The FCC could "assert its subsidiary authority over broadband" by using its regulatory power "services falling within its general area of ​​competence" by wire or radio communications, Public Knowledge said, but the FCC refused to assert such an auxiliary authority in this case, it does not have the power to pre-empt, the group said.

Public Knowledge's argument is the same one used by state attorneys general and other parties to the dispute against the FCC's attempt to preempt network neutrality rules at the state level. This case is already under trial in the United States Court of Appeals for the District of Columbia Circuit, which could issue a decision at any time. The outcome of this case could affect future appeals of Pai's new pre-emption plan.

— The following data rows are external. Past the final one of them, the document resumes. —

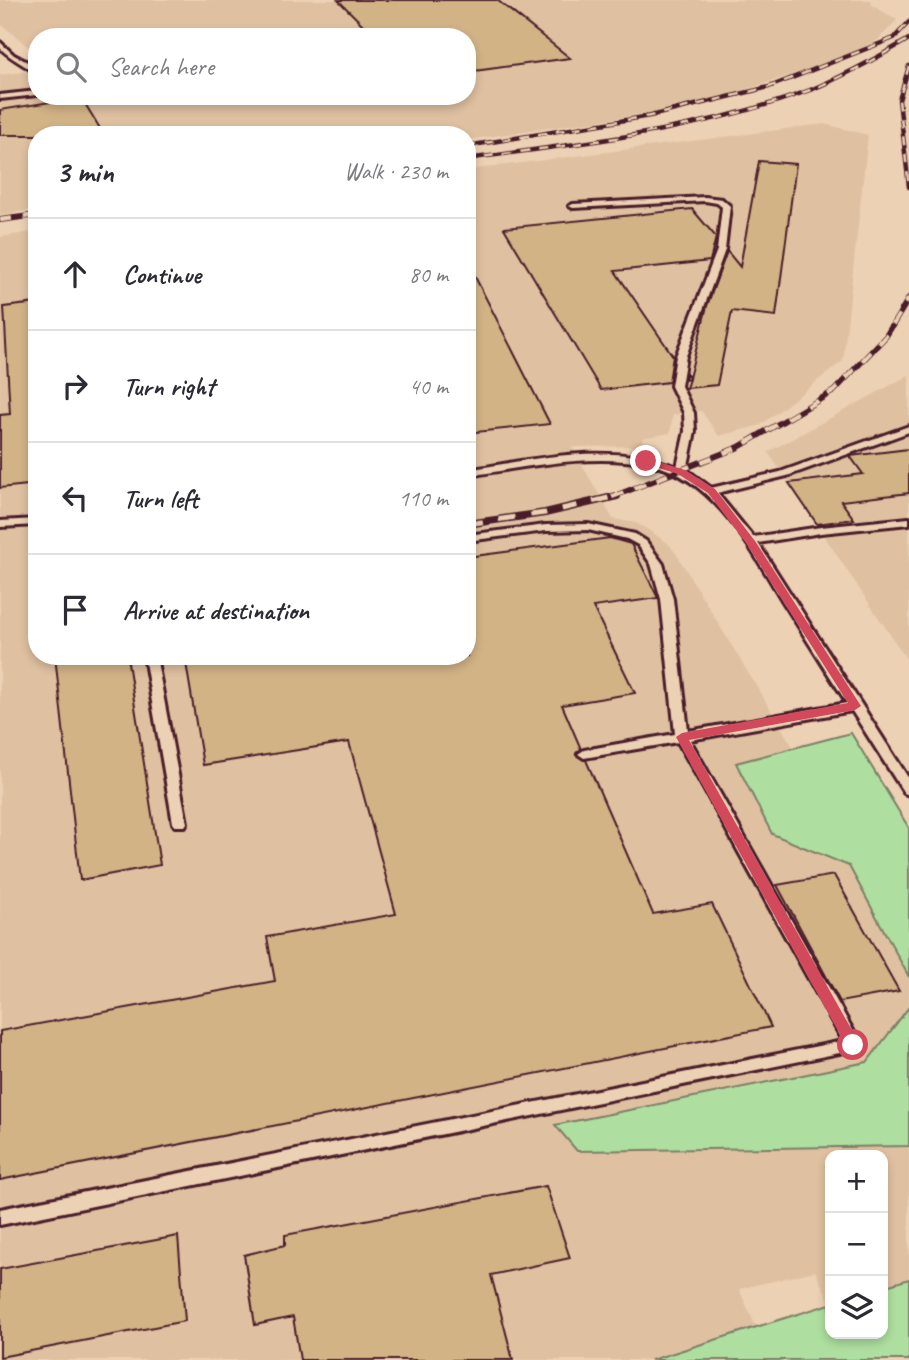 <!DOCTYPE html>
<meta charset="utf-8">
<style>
:root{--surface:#fff;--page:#f2f2f3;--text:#2b2b33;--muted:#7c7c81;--line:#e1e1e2}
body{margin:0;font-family:Caveat,sans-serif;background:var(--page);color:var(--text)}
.controls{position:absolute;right:21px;bottom:21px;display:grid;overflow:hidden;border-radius:14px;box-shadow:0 4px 10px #0003}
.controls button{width:63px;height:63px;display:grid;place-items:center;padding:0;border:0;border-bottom:2px solid var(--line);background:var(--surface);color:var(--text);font:35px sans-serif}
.stop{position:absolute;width:21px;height:21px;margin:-16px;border:5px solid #d1495b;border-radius:50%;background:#fff}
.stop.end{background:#d1495b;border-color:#fff;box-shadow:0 2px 7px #0008}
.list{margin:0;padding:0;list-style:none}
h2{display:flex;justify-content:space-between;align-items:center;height:91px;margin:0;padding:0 28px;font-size:30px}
h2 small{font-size:23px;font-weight:400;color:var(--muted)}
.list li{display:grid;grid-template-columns:46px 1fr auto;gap:21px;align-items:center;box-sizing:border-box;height:112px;padding:0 28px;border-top:2px solid var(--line)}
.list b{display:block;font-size:26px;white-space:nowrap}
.list em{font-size:23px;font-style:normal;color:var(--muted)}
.icon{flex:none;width:38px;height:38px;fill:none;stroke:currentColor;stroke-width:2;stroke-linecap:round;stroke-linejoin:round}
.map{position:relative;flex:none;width:909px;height:1360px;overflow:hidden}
.search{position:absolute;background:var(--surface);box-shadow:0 4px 10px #0003;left:28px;top:28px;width:448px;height:77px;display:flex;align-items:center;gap:18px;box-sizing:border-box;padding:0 24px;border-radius:28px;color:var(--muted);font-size:26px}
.panel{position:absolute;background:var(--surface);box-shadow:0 4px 10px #0003;left:28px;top:126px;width:448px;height:539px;border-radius:28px}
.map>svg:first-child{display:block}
.built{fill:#dfc1a1}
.green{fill:#afdfa0;stroke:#7c7f66;stroke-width:2}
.building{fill:#d2b386;stroke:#4a1f2b;stroke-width:2}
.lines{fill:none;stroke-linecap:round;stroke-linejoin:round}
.lane-casing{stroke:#4a1f2b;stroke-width:6}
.lane{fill:#edd1b4;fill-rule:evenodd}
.rail-far2-casing{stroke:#4a1f2b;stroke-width:4.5}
.rail-far1-casing{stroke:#4a1f2b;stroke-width:6}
.rail-casing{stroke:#4a1f2b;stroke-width:8}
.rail-far2{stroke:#edd1b4;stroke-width:2.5;stroke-dasharray:9;stroke-linecap:butt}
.rail-far1{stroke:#edd1b4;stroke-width:4.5;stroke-dasharray:12;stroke-linecap:butt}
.rail{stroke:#edd1b4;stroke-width:5;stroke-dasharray:16;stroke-linecap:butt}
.route{fill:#d1495b}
</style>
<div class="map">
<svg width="909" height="1360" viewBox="0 0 909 1360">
<rect width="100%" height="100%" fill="#edd1b4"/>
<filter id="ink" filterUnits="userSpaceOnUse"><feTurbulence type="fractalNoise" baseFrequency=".0143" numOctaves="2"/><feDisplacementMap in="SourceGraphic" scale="14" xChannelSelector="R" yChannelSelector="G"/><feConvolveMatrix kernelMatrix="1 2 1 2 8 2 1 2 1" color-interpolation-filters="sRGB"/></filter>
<g filter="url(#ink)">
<!-- built -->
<path class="built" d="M0,0H871L872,5L897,20L878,40L847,57L730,95L664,111L467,140V135H37V209L0,215V75L37,70V96H467V37H37V54L0,23Z
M824,124L868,135L843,361L761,425L719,436L701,411L673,415L670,433L642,438L644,446L572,447L613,519L636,523L650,531L669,544L677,555L909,939V1312L883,1318V1155H830V1302L815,1271L739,1289L766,1349L714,1360H0V237L37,231V656H467V170Z
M909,375V663L768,452Z"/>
<!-- green -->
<path class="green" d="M851,733L909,828V977L849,866L772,834L736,763Z
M909,1007V1146L577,1151L555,1125L867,1062Z
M909,1279V1360H651L830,1304V1334H883V1287Z"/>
<!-- building -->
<path class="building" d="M338,0H497L570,58L467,72V37H375Z
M81,97L104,135H0V110Z
M759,161L796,164L776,316L732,311L717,385L686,388L689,379L685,380L686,373L689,378L707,306L727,251L740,267Z
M692,209L716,237L710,261L615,271L673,356L669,382L601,390L504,228Z
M467,261L550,424L467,433Z
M37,303V484L0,488V415L10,414L4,307Z
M909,449V493L841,501L854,519L817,524L789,483L863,474L850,456Z
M610,538L631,544L658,598L593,607L635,693L562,705L581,749L576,755L586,760L653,914L712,904L771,1027L0,1180V1031L275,981L267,937L396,914L349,742L203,765L186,663L230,656H467V557Z
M55,656H127L160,865L80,880Z
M834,875L899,991L840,1002L777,885Z
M546,1186L570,1258L491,1275L513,1360H300L293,1317L255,1325L244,1255L285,1245V1235Z
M178,1236L185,1321L0,1357V1269Z"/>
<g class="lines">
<defs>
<path id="lane" d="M0,42L14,55L35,66L37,74C25,65 11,59 0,48Z
M37,91V95L0,99V95Z
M705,197L722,199L730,206L725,250L686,356L681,386L694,413L695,431L687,470L711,488L780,472L909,426V432L787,476L717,493L753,537L821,527L909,518V524L821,533L758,543L909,779V795L904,793L852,711L690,740L859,1041L861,1045L859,1049L0,1225V1209L843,1041L678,742L584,758L578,754L584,750L675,734L661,599L651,564L638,545L627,539L588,530L546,531L467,541V535L546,525L588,524L635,534L646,541L663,564L673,599L688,731L847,703C827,672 807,640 787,608C755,557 718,480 653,465C592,452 528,467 467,476V470C536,459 610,441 677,467L685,431L684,413L671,386L676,356L717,250L722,207L717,203L705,201L573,208L569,206L573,204Z
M37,519V525L0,527V521Z
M144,656H156L187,823L185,826H175L173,823Z"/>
</defs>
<!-- lane casing -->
<use href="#lane" class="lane-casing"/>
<!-- lane -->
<use href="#lane" class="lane"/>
<defs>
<path id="rail-far2" d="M909,66L899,100L909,187
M467,146L650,116L769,87L894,38L909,22
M467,159C582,143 701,131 810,90C845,76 877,58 909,39"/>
<path id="rail-far1" d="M0,220L37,215
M612,497L739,447L834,391L886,336L909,298"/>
<path id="rail" d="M467,524L545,513L617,496"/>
</defs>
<!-- rail-far2 casing -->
<use href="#rail-far2" class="rail-far2-casing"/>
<!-- rail-far1 casing -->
<use href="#rail-far1" class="rail-far1-casing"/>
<!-- rail casing -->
<use href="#rail" class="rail-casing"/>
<!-- rail-far2 -->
<use href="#rail-far2" class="rail-far2"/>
<!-- rail-far1 -->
<use href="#rail-far1" class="rail-far1"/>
<!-- rail -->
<use href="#rail" class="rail"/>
</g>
</g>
<!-- route -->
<path class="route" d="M646,458L685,470L715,489L755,541L861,706L855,710L689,740L858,1041L861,1045L858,1049H848L676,737L682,733L848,703L746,543L708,493L678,474L643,463V459Z"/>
</svg>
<div class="controls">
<button>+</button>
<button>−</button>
<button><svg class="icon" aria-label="layers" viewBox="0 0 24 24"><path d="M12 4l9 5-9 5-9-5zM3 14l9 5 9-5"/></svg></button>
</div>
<div class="stop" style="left:853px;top:1045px"></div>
<div class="stop end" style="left:646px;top:461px"></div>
<div class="search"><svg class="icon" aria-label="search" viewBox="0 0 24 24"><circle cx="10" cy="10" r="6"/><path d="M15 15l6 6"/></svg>Search here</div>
<section class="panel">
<h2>3 min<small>Walk · 230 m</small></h2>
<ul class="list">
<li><svg class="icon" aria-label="ahead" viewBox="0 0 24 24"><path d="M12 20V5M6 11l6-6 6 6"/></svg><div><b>Continue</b></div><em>80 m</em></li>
<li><svg class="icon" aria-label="right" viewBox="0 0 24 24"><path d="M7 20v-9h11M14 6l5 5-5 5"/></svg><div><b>Turn right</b></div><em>40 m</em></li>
<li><svg class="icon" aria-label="left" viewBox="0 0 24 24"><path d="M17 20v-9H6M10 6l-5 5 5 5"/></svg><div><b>Turn left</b></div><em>110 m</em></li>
<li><svg class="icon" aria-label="arrive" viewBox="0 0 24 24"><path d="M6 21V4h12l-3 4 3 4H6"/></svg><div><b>Arrive at destination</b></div></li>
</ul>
</section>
</div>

In another pre-emption effort, the FCC of Pai voted last week to eliminate part of the San Francisco order to promote broadband competition in apartment buildings and homes. other multi-tenant buildings. Pai's FCC has also pre-empted approximately $ 2 billion of local fees charged to mobile phone companies for the placement of equipment on public rights-of-way.

Decade plus the battle over fees

Cities and towns are fighting against FCC attempts to limit their authority over cable networks for more than a decade. Pai's plan stems from a July 2017 decision by the US Circuit Court of Appeal in a 2007 case concerning FCC orders.

The 2017 court decision overturned FCC's previous attempts to treat "in-kind" payments as "franchise fees" to reach the 5% cap, as well as an FCC attempt to " prohibit local franchising authorities from regulating the provision of non-telecommunication services by the incumbent cable providers. "The court remanded the case to the FCC, claiming that the commission had to explain what contributions in nature constituted franchise fees and constituted a valid legal basis for anticipating local regulations.

Pai's new proposal justifies preemption by referring to the language of the cable law that says "[a] The franchise authority may regulate the services, facilities and equipment provided by a cable operator only to the extent compatible with: [Title VI of the Act]. "

Pai advanced with this plan despite the opposition of the municipalities. The FCC's proposals "violate the clear language of the law that allows local franchise authorities (LFAs) to collect franchise fees and impose franchise obligations on cable operators," says a document filed by the FCC by dozens of local governments, including Anne Arundel County, Maryland; Boston, Massachusetts; Atlanta, Georgia; Dallas, Texas; the District of Columbia; Portland, Oregon; and Los Angeles, California.

The cable industry's main lobby group, NCTA, has urged the FCC to approve Pai's plan, saying the commission should "put an end to the damaging practices of local and national franchise authorities who ignore clear limits. of the Cable Act to the ultimate detriment of consumers. "The group said that the financial impact of local taxes" could weigh entirely on cable operators, on consumers or on both groups ".